> **TASK STATEMENT**:
Write out, from the entries below, exactly the lines that run between the lines holding "448,59L622,118C652,133 661,158 658,190L609,331" and "379,342 385,342C396,342 484,372", inclusive, and stop there.

(Stored data)
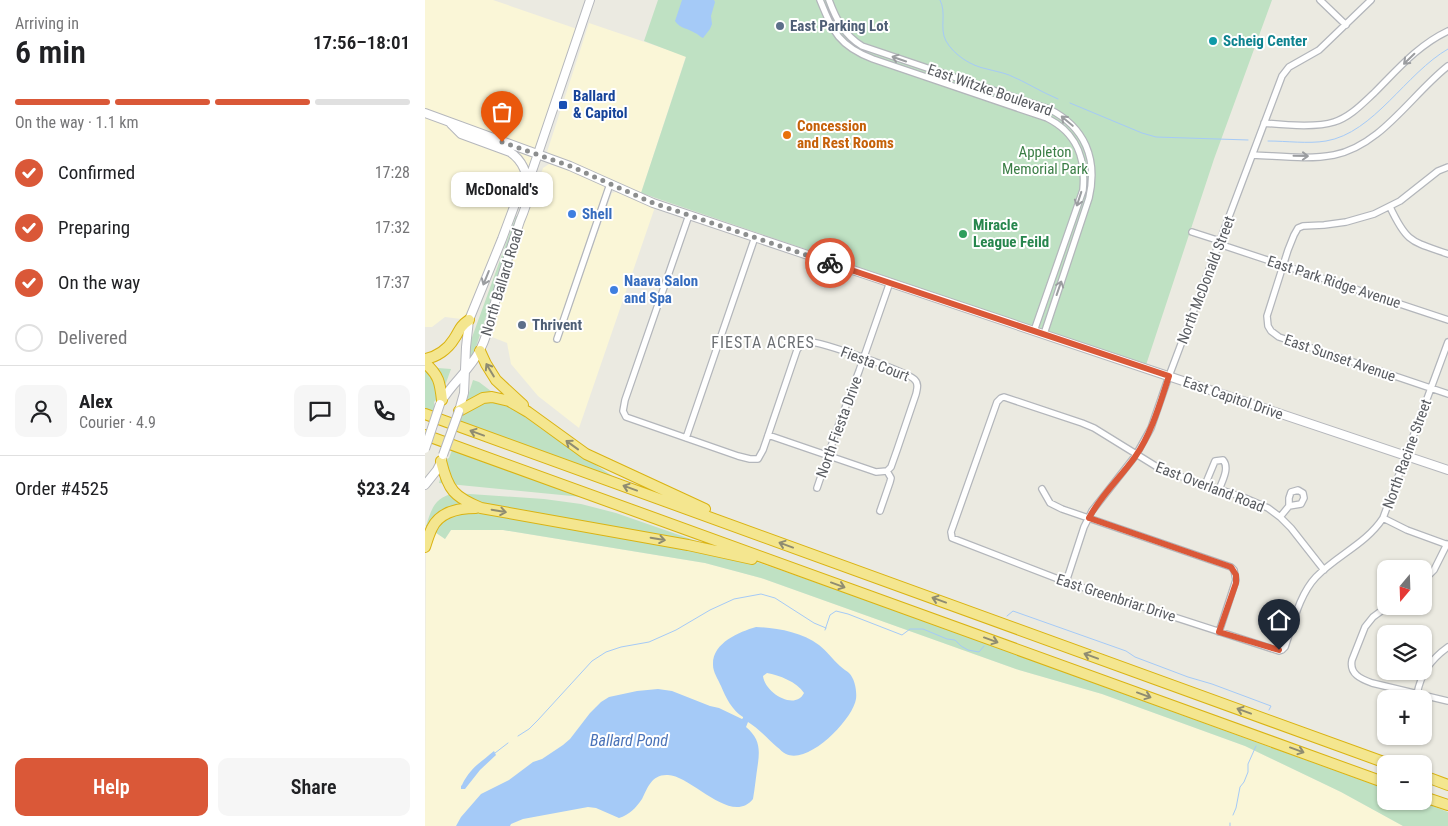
<!DOCTYPE html>
<meta charset="utf-8">
<style>
:root{--surface:#fff;--page:#f6f6f6;--text:#202124;--muted:#757577;--line:#e0e0e0;--accent:#da5838}
body{margin:0;font-family:"Roboto Condensed",sans-serif;background:var(--page);color:var(--text);height:100vh;display:flex;flex-direction:column;font-size:19px;white-space:nowrap}
*{box-sizing:border-box;margin:0}
p{font-size:16px;color:var(--muted)}
.icon{flex:none;width:28px;height:28px;fill:none;stroke:currentColor;stroke-width:2;stroke-linecap:round;stroke-linejoin:round}
.map{position:relative;flex:1;overflow:hidden}
.sheet{display:flex;flex-direction:column;background:var(--surface);width:425px}
.sheet>*{flex:none}
.needle{width:32px;rotate:199deg}
.tools{position:absolute;left:952px;top:560px;display:grid;gap:10px}
.tools a{display:grid;place-items:center;width:55px;height:55px;border-radius:10px;background:var(--surface);box-shadow:0 1px 4px #0004;font-size:25px}
.pin{position:absolute;display:grid;place-items:center;width:42px;height:42px;color:#fff;margin:-51px -21px;border-radius:50% 50% 50% 0;rotate:-45deg;box-shadow:0 0 5px #0007}
.pin .icon{rotate:45deg}
.courier{position:absolute;display:grid;place-items:center;width:50px;height:50px;margin:-25px;border:4px solid #da5838;border-radius:50%;background:#fff;color:#222;box-shadow:0 1px 6px #0007}
.bubble{position:absolute;height:35px;border-radius:10px;background:var(--surface);box-shadow:0 1px 4px #0004;font-size:16px;font-weight:600;line-height:35px;text-align:center}
.summary em{font-style:normal;font-weight:600}
.summary div{display:flex;flex-direction:column-reverse}
.summary{display:flex;align-items:center;justify-content:space-between;height:85px;padding:0 15px}
h1{font-size:32px;font-weight:600;line-height:38px}
.bar{display:grid;grid-template-columns:repeat(4,1fr);gap:8px 5px;align-content:center;height:60px;padding:0 15px}
.bar i{height:6px;border-radius:4px;background:var(--line)}
.bar .selected{background:var(--accent)}
.bar p{grid-column:span 4}
.line{display:flex;align-items:center;gap:12px;padding:0 15px;border-top:1px solid var(--line)}
.line div{flex:1}
.round{display:grid;place-items:center;flex:none;width:52px;height:52px;border-radius:10px;background:var(--page)}
ol{padding:0 15px;list-style:none}
li{display:flex;align-items:center;gap:15px;height:55px}
li p{margin-inline-start:auto}
li .icon{padding:5px;border-radius:50%;background:var(--accent);color:#fff;stroke-width:4}
li:last-child{color:var(--muted)}
li i{width:28px;height:28px;border:2px solid var(--line);border-radius:50%}
.primary-button{display:flex;gap:10px;margin-top:auto;padding:10px 15px}
.primary-button a{flex:1;height:58px;border-radius:10px;background:var(--accent);color:#fff;font-size:20px;font-weight:600;line-height:58px;text-align:center}
.primary-button a+a{background:var(--page);color:var(--text)}
main{display:flex;flex:1;min-height:0}
.map>svg:first-child{display:block}
</style>
<main>
<section class="sheet">
<div class="summary"><div><h1>6 min</h1><p>Arriving in</p></div><em>17:56–18:01</em></div>
<div class="bar"><i class="selected"></i><i class="selected"></i><i class="selected"></i><i></i><p>On the way · 1.1 km</p></div>
<ol>
<li><svg class="icon" aria-label="check" viewBox="0 0 24 24"><path d="M5 12l5 5 9-10"/></svg>Confirmed<p>17:28</p></li>
<li><svg class="icon" aria-label="check" viewBox="0 0 24 24"><path d="M5 12l5 5 9-10"/></svg>Preparing<p>17:32</p></li>
<li><svg class="icon" aria-label="check" viewBox="0 0 24 24"><path d="M5 12l5 5 9-10"/></svg>On the way<p>17:37</p></li>
<li><i></i>Delivered</li>
</ol>
<div class="line" style="height:90px"><a class="round"><svg class="icon" aria-label="person" viewBox="0 0 24 24"><circle cx="12" cy="8" r="4"/><path d="M4 21q1-7 8-7t8 7"/></svg></a><div><b>Alex</b><p>Courier · 4.9</p></div><a class="round"><svg class="icon" aria-label="chat" viewBox="0 0 24 24"><path d="M4 5h16v11H9l-5 4z"/></svg></a><a class="round"><svg class="icon" aria-label="phone" viewBox="0 0 24 24"><path d="M5 4h4l2 5-3 2q2 4 5 5l2-3 5 2v4C11 20 4 13 5 4z"/></svg></a></div>
<div class="line" style="height:65px"><div>Order #4525</div><b>$23.24</b></div>
<div class="primary-button"><a>Help</a><a>Share</a></div>
</section>
<div class="map">
<svg width="1023" height="826" viewBox="0 0 1023 826">
<rect width="100%" height="100%" fill="#ebeae1"/>
<path fill="#faf6d7" d="M0,0H68L155,30L102,186L93,196L44,320L20,317L7,327H0Z
M164,23L261,56L216,193L159,167L125,155L122,152Z
M124,164L139,168L164,178L178,185L180,187L152,269L159,271L187,193L191,192L230,207L154,428L113,396L86,364L82,343L62,335L97,226L106,203L118,168Z
M1,526L20,539L26,530H78L280,563L336,578L594,670L677,694L820,746L916,792L978,826H0Z"/>
<path fill="#bfe1c3" d="M233,0H847L789,159L721,365L216,193L261,57L219,41Z
M91,216H94L49,353L42,362L37,365Z
M0,367L26,369L17,394L9,402L10,412L0,409Z
M48,380L54,382L115,428L189,477L35,421Z
M27,450L157,497L14,483L20,460L24,458Z
M30,493L119,499L156,504L191,513L404,587L961,789V801H995L1023,812V826H978L916,792L820,746L677,694L594,670L336,578L280,563L78,530H26L20,539L1,526C7,508 9,498 30,493Z"/>
<path fill="#a5caf7" fill-rule="evenodd" d="M257,0H289L290,2L286,16L287,24L285,29L278,38C275,37 273,34 270,33C263,28 255,29 250,21Z
M331,627C352,628 376,632 394,645C402,651 408,660 415,666C418,669 422,671 424,673C430,679 432,691 431,699C428,719 384,765 361,754C358,753 355,749 352,747C343,739 333,728 323,722L321,727C334,738 335,748 333,763C331,776 330,787 328,799C306,826 267,776 243,775C227,774 223,787 217,799C211,808 204,815 194,818L171,808L163,807L98,819L86,824L85,826H31L36,817L56,794L84,780L108,762L117,759L138,745L145,739L165,713L176,702L184,697L212,691L233,689L247,691L285,706L294,708L317,719L318,718V717C307,710 301,698 296,686C293,679 288,672 288,665C287,643 314,632 331,627ZM342,673C354,675 372,682 379,693C370,711 340,693 338,676Z
M69,751L71,755L55,770L40,789H36V786L37,785C45,768 55,763 69,751Z"/>
<g fill="none" stroke-linecap="round" stroke-linejoin="round">
<path stroke="#a5caf7" stroke-width="1" d="M515,0C522,13 514,28 521,41C529,55 546,66 562,69C569,71 576,72 584,75C601,82 616,92 633,99
M645,103L717,133L731,137L823,140
M843,141C862,141 883,144 901,141C949,133 981,73 1023,49
M582,616L588,611L701,651L710,657L763,677L787,684L846,706L844,710
M400,630L405,615L411,611L423,614L477,635L485,629H498L522,639L530,640L536,646L543,650L554,652L559,646
M93,736L104,729L113,720L167,661L181,652L196,647L224,642L251,630L285,610L309,599L336,594L350,598L389,623L401,628
M70,753L83,743
M808,815L811,808L815,787L819,782L823,772V764L831,746
M805,826V823"/>
<g stroke="#b3b6bb" stroke-width="8">
<path id="street" d="M395,0C408,32 414,46 448,59L622,118C652,133 661,158 658,190L609,331
M404,0C411,19 419,35 437,46L624,109C660,127 673,159 664,198L619,334
M895,0L921,25
M839,123C858,125 891,128 909,122C925,117 937,104 949,93C972,70 993,45 1023,31
M828,155C854,156 883,160 909,155C956,146 987,94 1023,66
M1023,167L1013,171L975,201L949,214L921,222L899,225L878,226L873,228L869,235L863,250L842,316L843,326L846,331L854,337L1023,394
M965,207C982,243 986,241 1023,254
M264,215L200,400L198,411L201,417L313,456L325,459H333L338,450L372,350C375,345 379,342 385,342C396,342 484,372 490,380C494,384 492,389 491,394L472,450L466,467L462,471L451,472L343,435
M767,232L795,241
M794,244L1023,320
M132,339L185,184
M261,438L330,237
M780,485L790,461L798,460C805,468 797,481 794,490
M392,488L411,432L434,371L465,282
M617,489L625,503L637,509L806,567L809,570L811,580L794,632
M455,511L465,482L466,478L462,471
M855,517L864,506V498L866,492L873,490L878,493L879,498L876,504L864,506
M958,518L982,530L1023,545
M899,570L866,528L855,517L843,508L820,498L737,470L669,428L657,423L579,397L576,398L572,402L526,532L527,538L641,582L854,651L857,650L860,647C868,624 874,595 891,577C912,555 941,544 958,518L1023,342
M999,580L1009,570L1022,544
M641,582L659,527L667,511L711,455L726,428L744,376L857,76L864,67L894,50L946,0
M963,606L948,617L940,627L927,660C924,674 936,679 947,683L1023,701
M992,694C996,673 1006,659 1023,647"/>
</g>
<g stroke="#b5b7bc" stroke-width="10">
<path id="secondary" d="M0,113L145,166L228,203L1023,470
M16,402C27,383 45,370 55,350C66,329 68,306 75,284C81,263 88,242 95,221C98,214 102,204 103,196C104,178 100,162 85,152L36,134L26,124
M34,411L39,393L41,347L44,320L77,239L93,196L102,186L165,0
M0,485L12,470L17,460"/>
</g>
<g stroke="#dab312" stroke-width="12">
<path id="highway" d="M55,351L61,364L71,380L98,405
M0,359C12,357 23,349 29,339C35,330 34,327 44,320
M0,363C14,375 15,383 17,400
M34,411L58,398L67,397L84,401L103,412L161,454L280,509
M0,414L964,764
M0,435L961,783
M16,461C23,490 29,497 56,508L263,545L327,559
M0,547C2,541 4,534 7,528C15,511 34,508 51,508
M999,776L1023,785
M999,797L1023,805"/>
</g>
<use href="#street" stroke="#fff" stroke-width="5.5"/>
<use href="#secondary" stroke="#fff" stroke-width="8"/>
<use href="#highway" stroke="#f4e68f" stroke-width="10"/>
<g stroke="#b5b7bc" stroke-width="10" stroke-linecap="butt">
<path id="secondary-bridge" d="M0,449L15,404
M18,455L34,411"/>
</g>
<use href="#secondary-bridge" stroke="#fff" stroke-width="8"/>
</g>
<defs><path id="oneway-shaft" d="M-6 0H5M1.5-3L5.5 0L1.5 3" fill="none" stroke-width="1.6" stroke-linecap="round" stroke-linejoin="round" transform="scale(1.25)"/></defs>
<g stroke="#9b9da0">
<use href="#oneway-shaft" transform="translate(474 59) rotate(-161)"/>
<use href="#oneway-shaft" transform="translate(984 59) rotate(136)"/>
<use href="#oneway-shaft" transform="translate(642 121) rotate(-140)"/>
<use href="#oneway-shaft" transform="translate(876 156) rotate(1)"/>
<use href="#oneway-shaft" transform="translate(654 199) rotate(108)"/>
<use href="#oneway-shaft" transform="translate(61 278) rotate(112)"/>
<use href="#oneway-shaft" transform="translate(634 288) rotate(-71)"/>
</g>
<g stroke="#8f8c71">
<use href="#oneway-shaft" transform="translate(65 370) rotate(-121)"/>
<use href="#oneway-shaft" transform="translate(52 433) rotate(-160)"/>
<use href="#oneway-shaft" transform="translate(147 445) rotate(-144)"/>
<use href="#oneway-shaft" transform="translate(205 488) rotate(-160)"/>
<use href="#oneway-shaft" transform="translate(74 511) rotate(10)"/>
<use href="#oneway-shaft" transform="translate(233 539) rotate(10)"/>
<use href="#oneway-shaft" transform="translate(361 545) rotate(-160)"/>
<use href="#oneway-shaft" transform="translate(413 585) rotate(20)"/>
<use href="#oneway-shaft" transform="translate(514 600) rotate(-160)"/>
<use href="#oneway-shaft" transform="translate(566 640) rotate(20)"/>
<use href="#oneway-shaft" transform="translate(666 656) rotate(-160)"/>
<use href="#oneway-shaft" transform="translate(719 695) rotate(20)"/>
<use href="#oneway-shaft" transform="translate(819 711) rotate(-160)"/>
<use href="#oneway-shaft" transform="translate(872 750) rotate(20)"/>
</g>
<g fill="none" stroke-linecap="round" stroke-linejoin="round">
<path stroke="#8c8e8e" stroke-width="5" stroke-dasharray="0 9" d="M77,142L145,166L228,203L405,263"/>
<path stroke="#da5838" stroke-width="6" d="M405,263L744,376C735,403 727,433 710,457C695,478 676,495 664,518L806,567L811,575V583L794,632L854,650"/>
</g>
<g fill="#5c6f8a" stroke="#fff" stroke-width="2">
<circle cx="355" cy="26" r="5"/>
<circle cx="97" cy="325" r="5"/>
</g>
<circle fill="#0f9aa8" stroke="#fff" stroke-width="2" cx="788" cy="41" r="5"/>
<rect fill="#1a4fb4" stroke="#fff" stroke-width="2" x="133" y="100" width="10" height="10" rx="2.5"/>
<circle fill="#e8710a" stroke="#fff" stroke-width="2" cx="362" cy="135" r="5"/>
<g fill="#3f7fe0" stroke="#fff" stroke-width="2">
<circle cx="147" cy="214" r="5"/>
<circle cx="189" cy="290" r="5"/>
</g>
<circle fill="#2e9e5b" stroke="#fff" stroke-width="2" cx="538" cy="234" r="5"/>
<g text-anchor="middle" dominant-baseline="central" stroke-width="4" stroke-linejoin="round" paint-order="stroke">
<g font-size="15" font-weight="bold" fill="#4e5e75" stroke="#fff" text-anchor="start">
<text x="365" y="26">East Parking Lot</text>
<text x="107" y="325">Thrivent</text>
</g>
<g font-size="15" font-weight="bold" fill="#0d838f" stroke="#fff" text-anchor="start">
<text x="798" y="41">Scheig Center</text>
</g>
<g font-size="15" fill="#595c61" stroke="#fff">
<text transform="translate(565 90) rotate(19)">East Witzke Boulevard</text>
<text transform="translate(781 280) rotate(-69)">North McDonald Street</text>
<text transform="translate(77 282) rotate(-73)">North Ballard Road</text>
<text transform="translate(909 282) rotate(18)">East Park Ridge Avenue</text>
<text transform="translate(915 358) rotate(19)">East Sunset Avenue</text>
<text transform="translate(450 364) rotate(21)">Fiesta Court</text>
<text transform="translate(808 398) rotate(19)">East Capitol Drive</text>
<text transform="translate(414 427) rotate(-70)">North Fiesta Drive</text>
<text transform="translate(982 454) rotate(-70)">North Racine Street</text>
<text transform="translate(785 487) rotate(21)">East Overland Road</text>
<text transform="translate(691 598) rotate(18)">East Greenbriar Drive</text>
</g>
<g font-size="15" font-weight="bold" fill="#164399" stroke="#fff" text-anchor="start">
<text x="148" y="96">Ballard<tspan x="148" dy="17">&amp; Capitol</tspan></text>
</g>
<g font-size="15" font-weight="bold" fill="#c56008" stroke="#fff" text-anchor="start">
<text x="372" y="126">Concession<tspan x="372" dy="17">and Rest Rooms</tspan></text>
</g>
<g font-size="15" fill="#3b7e46" stroke="#fff">
<text x="620" y="152">Appleton<tspan x="620" dy="17">Memorial Park</tspan></text>
</g>
<g font-size="15" font-weight="bold" fill="#366cbe" stroke="#fff" text-anchor="start">
<text x="157" y="214">Shell</text>
<text x="199" y="281">Naava Salon<tspan x="199" dy="17">and Spa</tspan></text>
</g>
<g font-size="15" font-weight="bold" fill="#27864d" stroke="#fff" text-anchor="start">
<text x="548" y="225">Miracle<tspan x="548" dy="17">League Feild</tspan></text>
</g>
<g font-size="16" letter-spacing="1" fill="#6b6e72" stroke="#fff">
<text x="338" y="342">FIESTA ACRES</text>
</g>
<g font-size="16" font-style="italic" fill="#4a73b8" stroke="#fff">
<text x="204" y="740">Ballard Pond</text>
</g>
</g>
</svg>
<div class="tools">
<a><svg class="needle" viewBox="-14 -14 28 28"><path d="M0-13l5 13h-10z" fill="#e53935"/><path d="M0 13l5-13h-10z" fill="#757577"/></svg></a>
<a><svg class="icon" aria-label="layers" viewBox="0 0 24 24"><path d="M12 4l9 5-9 5-9-5zM3 14l9 5 9-5"/></svg></a>
<a>+</a>
<a>−</a>
</div>
<div class="pin" style="left:77px;top:142px;background:#ea580c"><svg class="icon" aria-label="bag" viewBox="0 0 24 24"><path d="M5 8h14l-1 12H6zM9 8a3 3 0 0 1 6 0"/></svg></div>
<div class="pin" style="left:854px;top:650px;background:#1f2937"><svg class="icon" aria-label="home" viewBox="0 0 24 24"><path d="M3 11l9-7 9 7M6 9v11h12V9"/></svg></div>
<div class="courier" style="left:405px;top:263px"><svg class="icon" aria-label="bike" viewBox="0 0 24 24"><circle cx="6" cy="16" r="4"/><circle cx="18" cy="16" r="4"/><path d="M6 16l4-8h5l3 8M10 8l3 8H6M13 5h3"/></svg></div>
<div class="bubble" style="left:26px;top:172px;width:102px">McDonald's</div>
</div>
</main>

> **ANSWER BOX**:
<path id="street" d="M395,0C408,32 414,46 448,59L622,118C652,133 661,158 658,190L609,331
M404,0C411,19 419,35 437,46L624,109C660,127 673,159 664,198L619,334
M895,0L921,25
M839,123C858,125 891,128 909,122C925,117 937,104 949,93C972,70 993,45 1023,31
M828,155C854,156 883,160 909,155C956,146 987,94 1023,66
M1023,167L1013,171L975,201L949,214L921,222L899,225L878,226L873,228L869,235L863,250L842,316L843,326L846,331L854,337L1023,394
M965,207C982,243 986,241 1023,254
M264,215L200,400L198,411L201,417L313,456L325,459H333L338,450L372,350C375,345 379,342 385,342C396,342 484,372 490,380C494,384 492,389 491,394L472,450L466,467L462,471L451,472L343,435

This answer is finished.